When a TV show has been on the air for a while it starts running out of ideas and starts running towards the following desperate concepts that indicate the series is about to come to a dead stop.
Little Kid Appears out of Nowhere
When a show hits a creative and Neilson ratings standstill the producers have three options: 1) End the series with some dignity, 2) Do the entire series all over again but this time in space, or 3) Introduce a cute kid. This is known as the “Cousin Oliver Syndrome,” named after the above tyke who was brought into the last season of “The Brady Bunch” when all the younger Brady kids got destroyed by puberty. It’s a ploy used to attract viewers by saying, “Look! We’re still young and full of energy!” while generating whole new plot lines around the character such as “Adorable new kid does adorable new thing,” “Adorable new kid does other adorable new thing,” and “Adorable kid isn’t actually that adorable when you see him in direct light and so is replaced by an adorable puppy.”

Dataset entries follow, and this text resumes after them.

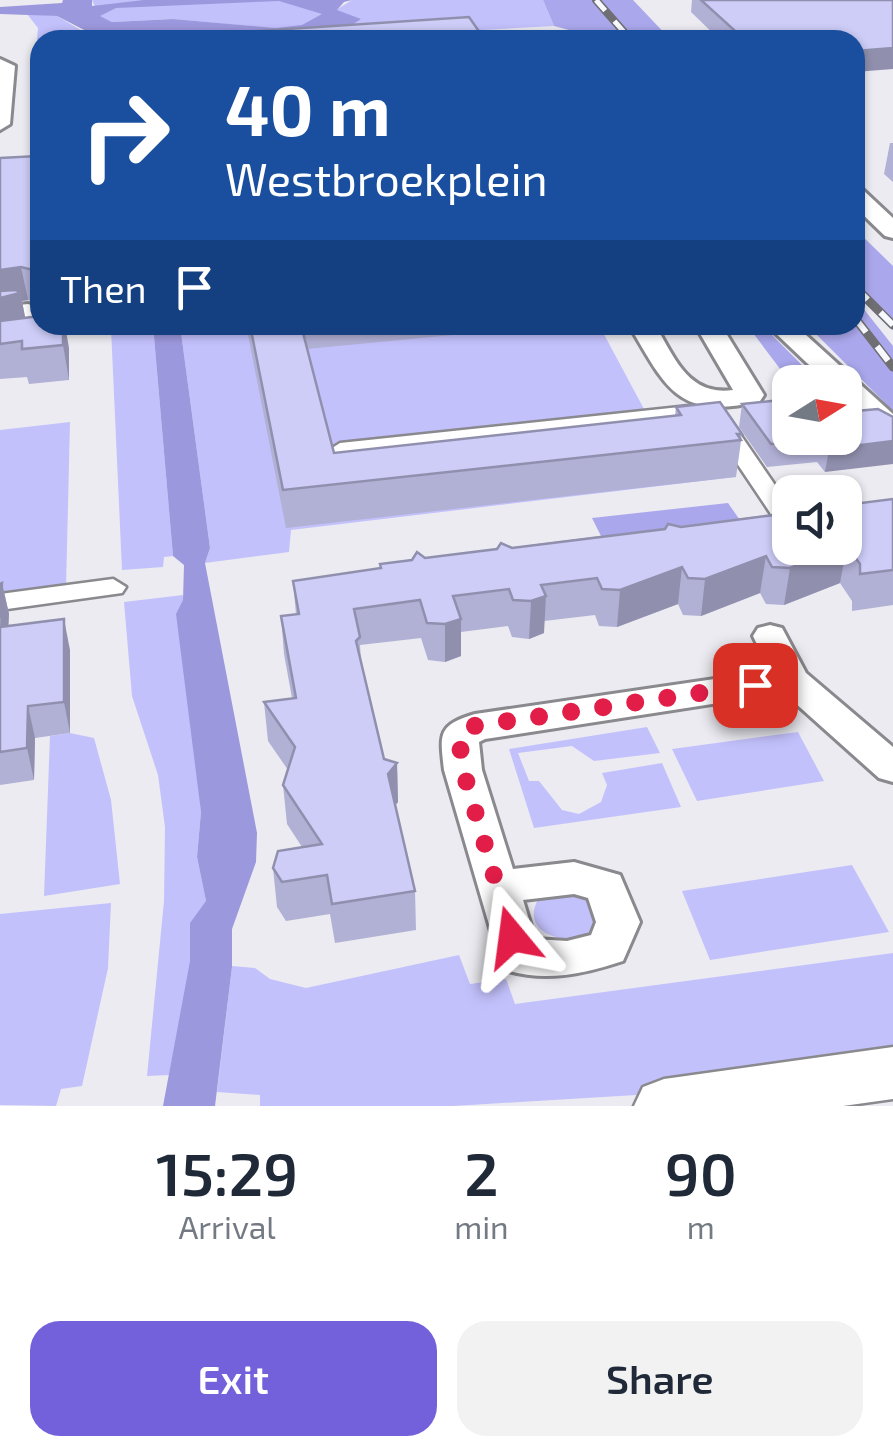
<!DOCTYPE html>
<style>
body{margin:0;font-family:"Exo 2",sans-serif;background:#f2f2f3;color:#1f2937;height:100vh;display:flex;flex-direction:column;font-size:38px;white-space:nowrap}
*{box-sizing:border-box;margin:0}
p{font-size:32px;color:#747a83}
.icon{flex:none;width:55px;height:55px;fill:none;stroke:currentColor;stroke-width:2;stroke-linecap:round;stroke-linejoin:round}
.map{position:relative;height:1106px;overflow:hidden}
.drawer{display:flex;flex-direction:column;background:#fff;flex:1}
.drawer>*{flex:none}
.guide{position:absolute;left:30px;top:30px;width:835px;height:305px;border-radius:30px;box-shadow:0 2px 8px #0004;background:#1a4fa0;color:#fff;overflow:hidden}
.needle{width:65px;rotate:79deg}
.controls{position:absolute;left:772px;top:365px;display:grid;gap:20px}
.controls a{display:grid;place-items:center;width:90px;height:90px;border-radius:20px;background:#fff;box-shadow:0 2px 8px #0004;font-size:50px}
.pin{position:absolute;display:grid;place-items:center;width:85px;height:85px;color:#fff;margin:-42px;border-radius:20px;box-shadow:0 5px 15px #0006}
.me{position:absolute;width:110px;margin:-55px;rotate:344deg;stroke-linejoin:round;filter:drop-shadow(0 0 8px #0008)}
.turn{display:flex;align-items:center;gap:35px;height:210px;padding:0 30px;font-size:45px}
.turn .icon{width:130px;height:130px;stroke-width:2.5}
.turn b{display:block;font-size:70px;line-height:85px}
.then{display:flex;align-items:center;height:95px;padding:0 30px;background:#0003;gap:20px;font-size:38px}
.eta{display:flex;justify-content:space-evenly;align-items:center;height:170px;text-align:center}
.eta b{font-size:60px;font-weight:600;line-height:70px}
.button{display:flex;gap:20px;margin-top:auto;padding:20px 30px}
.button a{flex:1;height:115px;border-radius:30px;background:#7360db;color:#fff;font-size:40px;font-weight:600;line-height:115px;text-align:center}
.button a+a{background:#f2f2f3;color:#1f2937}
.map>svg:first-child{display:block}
.green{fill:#c3c1fc}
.forest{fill:#aaa7ec}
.water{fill:#9c98dd;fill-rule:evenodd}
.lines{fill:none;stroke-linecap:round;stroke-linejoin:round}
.pedestrian-casing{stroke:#89898e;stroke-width:5}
.minor-casing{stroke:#89898e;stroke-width:6}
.tertiary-casing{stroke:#89898e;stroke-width:5}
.pedestrian{fill:#fff;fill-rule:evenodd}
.minor{fill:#fff;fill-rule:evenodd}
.tertiary{fill:#fff;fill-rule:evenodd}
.rail-far1-casing{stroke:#6e6e73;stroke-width:8}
.rail-casing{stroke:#6e6e73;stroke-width:9}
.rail-far1{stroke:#f8f8ff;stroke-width:5;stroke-dasharray:14;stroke-linecap:butt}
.rail{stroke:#f8f8ff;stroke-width:6;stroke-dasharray:18;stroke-linecap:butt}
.wall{fill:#b1b0d5}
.shaded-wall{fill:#9090ae}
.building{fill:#cecdf8;stroke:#9090ae;stroke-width:2.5}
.route{stroke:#e11d48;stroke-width:18;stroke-dasharray:0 32.4}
</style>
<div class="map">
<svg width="893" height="1106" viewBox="0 0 893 1106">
<rect width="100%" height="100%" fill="#ebebf1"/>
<g class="green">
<polygon points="92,0 316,0 336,10 352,0 543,0 554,26 297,40 191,40 274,28 173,19 112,22 99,16"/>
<polygon points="27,14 57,16 89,35 141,34 139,40 40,40 40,52 36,52 38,28"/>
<polygon points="153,325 173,556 164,557 163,567 122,570 111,328"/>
<polygon points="180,325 243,325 277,330 333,325 599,325 652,424 712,440 735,477 291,530 289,552 205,563 210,548"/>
<polygon points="70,422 66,587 0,595 0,430"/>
<polygon points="183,595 201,812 197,857 206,901 232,929 232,966 255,968 270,979 306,988 459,955 470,984 506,979 515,1004 893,953 893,1059 669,1093 453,1106 260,1106 260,1095 217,1092 232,967 191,961 169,1075 147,1076 164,901 165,827 158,775 132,696 124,602"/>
<polygon points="647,727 660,753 594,761 572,746 518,753 529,781 539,781 562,810 579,814 601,802 607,785 602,773 662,763 681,807 534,828 509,749"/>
<polygon points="798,732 824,781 697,801 672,749"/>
<polygon points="70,733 94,738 111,800 120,884 44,896 50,736"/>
<polygon points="852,865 889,932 710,960 682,891"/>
<path d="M580,890L596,904L597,927C574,951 516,935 539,898Z"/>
<polygon points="111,903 108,968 82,1086 61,1089 56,1106 0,1105 0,914"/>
</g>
<g class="forest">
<polygon points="543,0 633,0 671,40 577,40 569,30 554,26"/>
<polygon points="855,229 893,266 893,330 855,293"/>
<polygon points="855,298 893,346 893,411 807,325 855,325"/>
<polygon points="747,325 762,325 819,382 790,382"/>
<polygon points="728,503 751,536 610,554 592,518"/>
</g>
<g class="water">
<path d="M63,0H92V6L144,0H352L344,2L337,10L361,19L344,30L170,32L164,40H139V34L94,35L57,16L0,14V7L62,3ZM279,1L322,14L302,25L276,28L173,19L112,22L100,16L116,8Z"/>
<polygon points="153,325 180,325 210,548 205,563 257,833 256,862 232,929 232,967 215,1106 163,1106 190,961 190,923 206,901 197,857 201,812 176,614 183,600 184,565 173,556"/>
</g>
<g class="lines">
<g class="pedestrian-casing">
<g id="pedestrian">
<polygon points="708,404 719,411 716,416 340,457 329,450 340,443"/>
<polygon points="721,416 729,418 790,507 790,516 772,516 769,511 710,423"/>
<polygon points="113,579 126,587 122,593 0,610 0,594"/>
</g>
</g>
<g class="minor-casing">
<g id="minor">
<polygon points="0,59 15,66 10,124 0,130"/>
<polygon points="855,188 863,190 893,218 893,238 885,236 855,207"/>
<polygon points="28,304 40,308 40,325 49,325 40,328 23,320 0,323 0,307"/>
<path d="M629,325H655C675,358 688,396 733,390L695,325H721L764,395L760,401C678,421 666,388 629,325Z"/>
<polygon points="767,325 795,325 893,414 893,438 883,435 845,400 845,382 827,382"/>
<path d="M770,625L782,628L806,673L893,747V782L879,778L784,693L485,739L479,742L482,770L513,869L574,862L620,875L640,922L623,961C583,974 544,983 502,969L444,770C440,735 437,725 475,714L770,671L753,636L758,628ZM574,894L588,898L596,922L591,935L567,941L535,939L523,900Z"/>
</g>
</g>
<g class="tertiary-casing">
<polygon id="tertiary" points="893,1047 893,1099 843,1106 634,1106 643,1087 664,1079"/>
</g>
<use href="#pedestrian" class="pedestrian"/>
<use href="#minor" class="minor"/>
<use href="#tertiary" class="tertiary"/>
<g class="rail-far1-casing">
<polyline id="rail-far1" points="596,0 631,40"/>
</g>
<g class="rail-casing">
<g id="rail">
<polyline points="855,287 893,325"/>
<polyline points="855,318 893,367"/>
</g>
</g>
<use href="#rail-far1" class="rail-far1"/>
<use href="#rail" class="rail"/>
</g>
<g class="wall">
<polygon points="692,0 893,0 855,40 720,40 691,12"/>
<polygon points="890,143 893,143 893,182 884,174"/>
<polygon points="37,156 40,171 39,304 28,300 22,301 25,318 69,348 69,380 29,384 27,377 0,379 0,158"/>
<polygon points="246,325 598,325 598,327 528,334 526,328 307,349 334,453 675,416 676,407 742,434 736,477 286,528"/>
<polygon points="742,404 790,438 893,417 825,472 817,462 767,467 739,427"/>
<polygon points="893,499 893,605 852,611 852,601 840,583 784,605 766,604 760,593 701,616 683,615 678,604 617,627 599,626 595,615 544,621 544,633 529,639 512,637 508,626 461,632 461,656 445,662 428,660 421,638 360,645 361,662 384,759 397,763 398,802 395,805 415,891 416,930 335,943 330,914 286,921 277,907 273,868 302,847 287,824 283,785 288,770 268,741 264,702 292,698 284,654 281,616 296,614 293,581 380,568 380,564"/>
<polygon points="2,583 9,614 8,626 70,650 70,733 35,738 34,780 0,785 0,584"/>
</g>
<g class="shaded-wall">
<polygon points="893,48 893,69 855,72 855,51"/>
<polygon points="37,156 40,171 39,304 33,270"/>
<polygon points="21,267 28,300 22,301 27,327 0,334 0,270"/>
<polygon points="63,325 65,325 69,348 69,380 63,345"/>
<polygon points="529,325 598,325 598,327 528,334"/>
<polygon points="893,441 893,464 825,472 829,449"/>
<polygon points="847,546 840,583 784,605 790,568"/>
<polygon points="766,556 760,593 701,616 705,579"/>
<polygon points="682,567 678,604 617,627 620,590"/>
<polygon points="2,583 9,614 7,658 0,630"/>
<polygon points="546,596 544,633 529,639 531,601"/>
<polygon points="64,619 70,650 70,733 64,702"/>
<polygon points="461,619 461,656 445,662 445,624"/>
<polygon points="28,706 35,738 34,780 27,748"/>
<polygon points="397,763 398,802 389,813 388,774"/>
</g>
<g class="building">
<polygon points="701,0 893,0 893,48 855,51 855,40 745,40"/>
<polygon points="469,17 485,40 213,40 211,34"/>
<polygon points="37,156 33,270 21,267 0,270 0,158"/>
<polygon points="16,290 20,293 0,298 0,291"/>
<polygon points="40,316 40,325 63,325 63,345 22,349 22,341 0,344 0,321"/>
<polygon points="250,325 301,325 334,453 681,415 676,407 720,402 742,434 737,434 741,440 283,490"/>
<polygon points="790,399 790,438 845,438 845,412 878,409 893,417 893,441 829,449 821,439 771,444 742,404"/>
<polygon points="893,499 893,570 860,574 860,564 847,546 845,547 845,505"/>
<polygon points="790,513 790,548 844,548 790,568 772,567 766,556 705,579 688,578 682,567 620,590 602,589 597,578 541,585 546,596 531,601 513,600 509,589 453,596 461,619 445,624 427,623 420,600 354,609 360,637 356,641 384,759 397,763 388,774 415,891 332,904 327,875 282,882 273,868 278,851 322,844 283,785 295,747 264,702 296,698 281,616 299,614 293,581 381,568 380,564 412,560 417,552 425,558 497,549 501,543 512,548 665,529 668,524 681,527"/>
<polygon points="2,583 0,618 0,584"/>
<polygon points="64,619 64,702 28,706 27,748 0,752 0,627"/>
</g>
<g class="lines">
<polyline class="route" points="512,937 463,770 459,737 474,726 755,685"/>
</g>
</svg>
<div class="controls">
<a><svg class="needle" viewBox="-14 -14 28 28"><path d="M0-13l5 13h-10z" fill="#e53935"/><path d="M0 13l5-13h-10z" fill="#747a83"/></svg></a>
<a><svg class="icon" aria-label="sound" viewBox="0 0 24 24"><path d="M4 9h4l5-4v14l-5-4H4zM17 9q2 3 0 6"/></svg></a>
</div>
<div class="pin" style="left:755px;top:685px;background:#d93025"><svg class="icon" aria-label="arrive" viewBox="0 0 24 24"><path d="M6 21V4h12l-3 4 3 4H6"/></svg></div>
<svg class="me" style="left:512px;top:937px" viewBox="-20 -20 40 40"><path d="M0-17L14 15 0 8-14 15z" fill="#e11d48" stroke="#fff" stroke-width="4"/></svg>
<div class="guide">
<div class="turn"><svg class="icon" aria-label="right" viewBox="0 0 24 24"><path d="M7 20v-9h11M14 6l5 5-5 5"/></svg><div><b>40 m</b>Westbroekplein</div></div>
<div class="then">Then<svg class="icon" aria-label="arrive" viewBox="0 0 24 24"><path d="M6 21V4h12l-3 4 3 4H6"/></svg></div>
</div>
</div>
<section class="drawer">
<div class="eta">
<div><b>15:29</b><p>Arrival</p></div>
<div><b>2</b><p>min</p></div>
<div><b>90</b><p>m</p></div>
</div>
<div class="button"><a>Exit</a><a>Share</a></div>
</section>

Main Character Suddenly Decides to Start a Business
Whenever a series has gotten all the plots it can out of its original premise it will look to change things up with a new set and perhaps even a new set of secondary characters. And that’s when a main character who has never expressed even the slightest interest in being a small business owner suddenly declares, “If I can’t spend my life selling muffins then I might as well shoot myself.” The end result is a slow, painful final season about kooky customers, wacky wait staff, troubles with restaurant inspectors, and the sense that the only way such a poorly run, underfinanced operation could stay in business is because it’s a front for the mob.
Only One Member Left from Original Cast
Over the years cast members may leave a show to work in the movies, star in their own TV show, or because the drug rehabilitation center has them in lockdown. And so the ensemble series you loved dwindles further and further down until it’s just one original member surrounded by a whole new slew of characters you’ll know by such names as “Not as good as the first actor who essentially played the same role,” “I think her name begins with a P or Z,” “Oy, not him” and “Late-series love interest you’ve seen play late-series love interest on countless other shows that then went straight into the toilet.” Eventually the audience either prays for guest spots from original cast members or realizes the show they loved now only exists in endless TNT reruns.
“Will They or Won’t They” Couple Gets Married
Shows built around the romantic tension between the two main characters can be great fun. But eventually the audience starts screaming, “Get on with it already!” so loud that you can actually see the actors flinch on screen. And that’s when the two get married in a lavish season-ender of a wedding ceremony that might as well serve as a funeral service for the entire series. That’s because the following season all those coy looks, playful flirtations, and even funny bickering from years past are replaced by a plots about proper lawn maintenance, arguing over where a sofa should go, and staring at each other blankly across the breakfast table every single day until one poisons their own cereal or just makes a run for it.
Character Wins the Lottery
Say you’ve done everything with a character and a show’s premise you possibly could short of giving them a floating alien sidekick (“The Flintstones”), a baby that ages backwards (“Mork and Mindy”), or 142 unanswerable plot twists (“Lost”). That’s when you have the character become richer than God (who of course saw the current global economic collapse coming from a mile away and so invested wisely). Then suddenly a series that was once a realistic look at a family trying to make ends meet with a practical income becomes one in which plot arcs revolve around whether the character should buy a three-story garage for the new hovercrafts or just skip flying cars all together and pay a lab to breed dragons.
Ted McGinley Shows Up
Nicknamed “The Patron Saint of Jumping the Shark” by jumptheshark.com, Ted McGinley is by no means a bad actor or even the reason shows get cancelled. But his coming on board to a series does indicate that the show has entered its “late period” or “end times.” Sometimes his appearance helps a show run a lot longer than maybe it should (“Married with Children”). Sometimes his appearance indicates a show should have ended maybe four years ago, especially if the series takes place in the past but no one is telling wardrobe that anymore (“Happy Days”). And sometimes his appearance goes completely unnoticed because everyone assumed the series ended a decade ago or was in reality just a bad fever dream (“The Love Boat”).